Saturday, October 04, 2014

"Landlords face strikes after predicted rise in pension contributions"

On Friday Inside Housing Magazine reported on some of my comments about how angry UNISON members will be if employers tried to close their pension schemes or raise contributions so high that schemes would have to close anyway since no one could afford to join.

The world is a very different place from where it was 3 years ago, when some employers took advantage of the recession to close schemes or increase contributions. While we are certainly not out of the economic woods yet, most Housing Associations are now enjoying record surpluses and paying their Executives inflation plus pay rises and bonuses.

Modern day Defined benefit pension schemes are affordable and sustainable. If any employer decides now that it wants its employees to end up dying in miserable retirement poverty then they could find themselves in for a fight.


Bryan Kennedy said...

Sadly,SHPS (The Pensions Trust) has itself done a lot of damage both forcing the closure of final salary schemes for those employers in the sector with little or no housing assets, the NHF and Equinox are two notable examples the the Unite Housing branch had to deal with.

For larger Housing Associations, you are absolutely right to point out that increased surpluses should sway them to maintain final salary schemes where they exist. Even more so since the hypothetical pension liabilities, which are due to increase , are set against the overall asset portfolio of the associations, which as they are based on residential property prices, have also increased. As such, Housing Associations should be able to absorb the (temporary) extra liability on their balance sheet for the next few years.

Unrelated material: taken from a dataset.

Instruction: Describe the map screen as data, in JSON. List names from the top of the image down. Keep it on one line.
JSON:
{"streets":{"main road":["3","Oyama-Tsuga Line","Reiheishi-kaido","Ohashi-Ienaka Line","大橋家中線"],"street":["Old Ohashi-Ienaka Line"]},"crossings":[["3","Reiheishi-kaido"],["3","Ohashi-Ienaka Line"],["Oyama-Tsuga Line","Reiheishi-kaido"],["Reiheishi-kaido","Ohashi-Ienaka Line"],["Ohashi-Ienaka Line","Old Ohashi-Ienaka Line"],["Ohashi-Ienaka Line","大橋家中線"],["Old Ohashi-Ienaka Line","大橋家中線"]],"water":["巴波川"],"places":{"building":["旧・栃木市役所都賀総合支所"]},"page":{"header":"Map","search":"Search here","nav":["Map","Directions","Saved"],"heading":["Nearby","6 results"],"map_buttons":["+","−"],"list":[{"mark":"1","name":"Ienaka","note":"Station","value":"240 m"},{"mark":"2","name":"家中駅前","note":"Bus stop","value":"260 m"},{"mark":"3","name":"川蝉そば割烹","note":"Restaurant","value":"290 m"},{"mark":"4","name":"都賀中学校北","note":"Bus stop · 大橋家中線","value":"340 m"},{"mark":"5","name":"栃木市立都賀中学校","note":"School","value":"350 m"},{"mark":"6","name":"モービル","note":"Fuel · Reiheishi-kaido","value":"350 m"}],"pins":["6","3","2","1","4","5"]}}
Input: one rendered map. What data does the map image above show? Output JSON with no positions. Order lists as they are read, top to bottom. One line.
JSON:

In terms of collective bargaining, I have found the management side have been somewhat more sympathetic to union demands to maintain final salary schemes where they exist. Unlike other union demands that increase the overall wage bill (.e.g. inflationary pay increases), almost Senior Managers and Exectutives in Housing are long term members of the final salary (DB) schemes (a very high level of membership in DB compared to low levels for frontline staff before auto-enrolment), as such they also have most to lose when the schemes close. With the principle in mind that 'turkeys don't like to vote for Christmas" it is possible to gain a sympathetic ear from Executives when bargaining on pensions.

John Gray said...

Good points (as usual) Bryan. Ironically I am not a fan of Final Salary Schemes because they tend to favour the higher paid (a decent - note decent career average is much better and fairer).

Apart from the fundamental argument that the social mission of housing associations should not be in any way about ensuring a miserable old age for its workers. The thing that we need to keep banging on about with Pensions is that getting rid of the scheme does not in any way get rid of any deficit. It can make things worse.

also the yardstick by which they measure "deficits" is broken. Gilt yields are at record lows. They are so low that investors are actually paying the government for the privilege of borrowing from them. This is unsustainable. Yields will rise and liabilities will collapse.

It will be the case of "deficits? What deficits?". We could even be back to the roller coaster of massive pension surpluses.